- **What the task asks**
The expected answer is the set of lines in the data below between the line holding "flex:none; width:22px; height:22px;" and the line holding "position:absolute; left:348px; top:338px;", inclusive, written out exactly.

- **Saved data entries**
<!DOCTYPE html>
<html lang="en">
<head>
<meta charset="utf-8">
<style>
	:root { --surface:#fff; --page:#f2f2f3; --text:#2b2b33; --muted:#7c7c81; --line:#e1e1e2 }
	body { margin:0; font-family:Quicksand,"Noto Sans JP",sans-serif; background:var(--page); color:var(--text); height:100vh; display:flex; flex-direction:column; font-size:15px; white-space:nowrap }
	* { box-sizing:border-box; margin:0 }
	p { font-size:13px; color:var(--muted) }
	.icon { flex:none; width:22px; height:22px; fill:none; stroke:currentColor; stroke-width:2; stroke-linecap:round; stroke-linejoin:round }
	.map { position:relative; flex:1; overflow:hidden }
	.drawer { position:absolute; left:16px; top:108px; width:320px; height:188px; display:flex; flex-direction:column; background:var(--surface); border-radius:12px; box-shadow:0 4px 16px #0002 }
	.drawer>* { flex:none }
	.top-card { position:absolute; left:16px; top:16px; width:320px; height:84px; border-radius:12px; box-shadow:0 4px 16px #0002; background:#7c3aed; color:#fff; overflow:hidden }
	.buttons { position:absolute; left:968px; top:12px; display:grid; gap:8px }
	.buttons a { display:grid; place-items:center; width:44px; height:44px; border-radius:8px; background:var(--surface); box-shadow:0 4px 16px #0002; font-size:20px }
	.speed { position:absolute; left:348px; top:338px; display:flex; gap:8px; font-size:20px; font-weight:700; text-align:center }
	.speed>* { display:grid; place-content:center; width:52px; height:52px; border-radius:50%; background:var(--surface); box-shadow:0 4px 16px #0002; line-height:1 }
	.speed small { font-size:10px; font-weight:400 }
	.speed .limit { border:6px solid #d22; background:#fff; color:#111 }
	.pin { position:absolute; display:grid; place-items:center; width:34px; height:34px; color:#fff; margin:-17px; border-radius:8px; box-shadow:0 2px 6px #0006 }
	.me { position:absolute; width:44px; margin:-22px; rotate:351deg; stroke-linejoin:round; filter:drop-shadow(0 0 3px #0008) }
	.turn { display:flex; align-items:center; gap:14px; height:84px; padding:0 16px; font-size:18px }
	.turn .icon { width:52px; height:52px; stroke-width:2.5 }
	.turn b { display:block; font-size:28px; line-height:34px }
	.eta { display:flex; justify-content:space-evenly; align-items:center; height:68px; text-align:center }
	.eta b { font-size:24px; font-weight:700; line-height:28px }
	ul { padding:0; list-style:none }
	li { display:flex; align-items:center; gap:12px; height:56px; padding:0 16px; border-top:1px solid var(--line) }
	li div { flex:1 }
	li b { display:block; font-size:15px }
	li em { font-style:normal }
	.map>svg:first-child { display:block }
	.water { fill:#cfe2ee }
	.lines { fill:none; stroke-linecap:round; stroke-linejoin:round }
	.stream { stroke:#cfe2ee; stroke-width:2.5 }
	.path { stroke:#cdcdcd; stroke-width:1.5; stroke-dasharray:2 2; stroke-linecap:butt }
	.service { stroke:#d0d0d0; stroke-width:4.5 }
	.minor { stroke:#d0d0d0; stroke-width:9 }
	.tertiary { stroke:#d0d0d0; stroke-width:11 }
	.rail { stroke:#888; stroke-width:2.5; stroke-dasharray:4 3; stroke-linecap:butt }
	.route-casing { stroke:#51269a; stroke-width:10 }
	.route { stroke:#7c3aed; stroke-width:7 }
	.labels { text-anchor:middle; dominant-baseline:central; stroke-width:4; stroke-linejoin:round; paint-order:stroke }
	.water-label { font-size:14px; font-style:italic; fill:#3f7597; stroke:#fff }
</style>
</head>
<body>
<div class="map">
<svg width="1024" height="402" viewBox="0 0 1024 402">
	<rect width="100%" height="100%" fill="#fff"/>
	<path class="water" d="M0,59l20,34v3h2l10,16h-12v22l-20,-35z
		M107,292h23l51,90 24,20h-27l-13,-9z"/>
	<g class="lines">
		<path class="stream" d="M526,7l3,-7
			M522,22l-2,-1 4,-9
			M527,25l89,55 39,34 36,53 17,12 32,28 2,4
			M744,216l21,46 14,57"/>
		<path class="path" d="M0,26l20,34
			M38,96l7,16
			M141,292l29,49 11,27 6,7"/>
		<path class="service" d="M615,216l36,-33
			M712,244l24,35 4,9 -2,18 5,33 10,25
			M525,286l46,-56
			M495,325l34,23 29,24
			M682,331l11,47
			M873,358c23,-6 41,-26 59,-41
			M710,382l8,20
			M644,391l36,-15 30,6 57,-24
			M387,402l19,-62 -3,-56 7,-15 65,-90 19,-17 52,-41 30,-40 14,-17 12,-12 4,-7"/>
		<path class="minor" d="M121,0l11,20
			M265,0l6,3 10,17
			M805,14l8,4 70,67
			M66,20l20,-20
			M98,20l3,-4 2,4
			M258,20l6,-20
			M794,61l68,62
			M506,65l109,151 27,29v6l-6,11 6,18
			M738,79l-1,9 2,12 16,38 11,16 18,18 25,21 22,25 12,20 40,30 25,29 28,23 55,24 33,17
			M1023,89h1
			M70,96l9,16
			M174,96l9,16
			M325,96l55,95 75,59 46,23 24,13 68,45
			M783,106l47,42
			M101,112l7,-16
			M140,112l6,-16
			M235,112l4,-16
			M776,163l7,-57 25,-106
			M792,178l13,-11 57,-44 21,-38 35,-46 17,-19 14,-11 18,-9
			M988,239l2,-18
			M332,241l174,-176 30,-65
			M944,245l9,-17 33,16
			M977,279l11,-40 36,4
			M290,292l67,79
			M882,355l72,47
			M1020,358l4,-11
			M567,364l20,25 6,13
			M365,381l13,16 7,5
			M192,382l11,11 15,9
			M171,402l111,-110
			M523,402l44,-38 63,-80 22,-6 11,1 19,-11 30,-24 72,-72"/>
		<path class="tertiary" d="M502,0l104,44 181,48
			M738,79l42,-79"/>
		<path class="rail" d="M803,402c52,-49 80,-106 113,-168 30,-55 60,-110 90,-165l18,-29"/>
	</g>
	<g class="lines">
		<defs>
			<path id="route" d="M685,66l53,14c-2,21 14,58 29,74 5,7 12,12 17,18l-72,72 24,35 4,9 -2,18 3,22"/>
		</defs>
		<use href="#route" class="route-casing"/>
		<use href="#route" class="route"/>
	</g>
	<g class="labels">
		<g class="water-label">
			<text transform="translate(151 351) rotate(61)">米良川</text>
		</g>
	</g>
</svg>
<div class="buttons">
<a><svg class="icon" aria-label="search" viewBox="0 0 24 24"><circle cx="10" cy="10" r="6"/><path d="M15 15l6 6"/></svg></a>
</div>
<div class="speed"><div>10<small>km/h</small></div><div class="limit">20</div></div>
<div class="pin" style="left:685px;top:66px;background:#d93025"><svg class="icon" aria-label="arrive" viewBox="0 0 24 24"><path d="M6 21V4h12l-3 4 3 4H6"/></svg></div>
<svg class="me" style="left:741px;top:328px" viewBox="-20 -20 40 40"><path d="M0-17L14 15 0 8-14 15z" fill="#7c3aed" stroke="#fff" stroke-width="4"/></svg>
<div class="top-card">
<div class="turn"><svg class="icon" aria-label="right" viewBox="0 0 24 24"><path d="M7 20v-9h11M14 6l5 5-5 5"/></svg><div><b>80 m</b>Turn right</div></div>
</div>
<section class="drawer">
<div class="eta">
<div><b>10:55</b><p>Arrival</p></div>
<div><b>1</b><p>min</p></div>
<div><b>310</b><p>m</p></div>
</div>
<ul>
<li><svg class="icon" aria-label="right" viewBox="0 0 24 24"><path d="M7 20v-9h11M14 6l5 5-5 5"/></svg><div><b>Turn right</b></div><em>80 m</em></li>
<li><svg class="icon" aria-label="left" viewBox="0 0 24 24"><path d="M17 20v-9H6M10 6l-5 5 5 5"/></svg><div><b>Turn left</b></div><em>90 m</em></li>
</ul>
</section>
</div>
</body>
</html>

- **Response below**
	.icon { flex:none; width:22px; height:22px; fill:none; stroke:currentColor; stroke-width:2; stroke-linecap:round; stroke-linejoin:round }
	.map { position:relative; flex:1; overflow:hidden }
	.drawer { position:absolute; left:16px; top:108px; width:320px; height:188px; display:flex; flex-direction:column; background:var(--surface); border-radius:12px; box-shadow:0 4px 16px #0002 }
	.drawer>* { flex:none }
	.top-card { position:absolute; left:16px; top:16px; width:320px; height:84px; border-radius:12px; box-shadow:0 4px 16px #0002; background:#7c3aed; color:#fff; overflow:hidden }
	.buttons { position:absolute; left:968px; top:12px; display:grid; gap:8px }
	.buttons a { display:grid; place-items:center; width:44px; height:44px; border-radius:8px; background:var(--surface); box-shadow:0 4px 16px #0002; font-size:20px }
	.speed { position:absolute; left:348px; top:338px; display:flex; gap:8px; font-size:20px; font-weight:700; text-align:center }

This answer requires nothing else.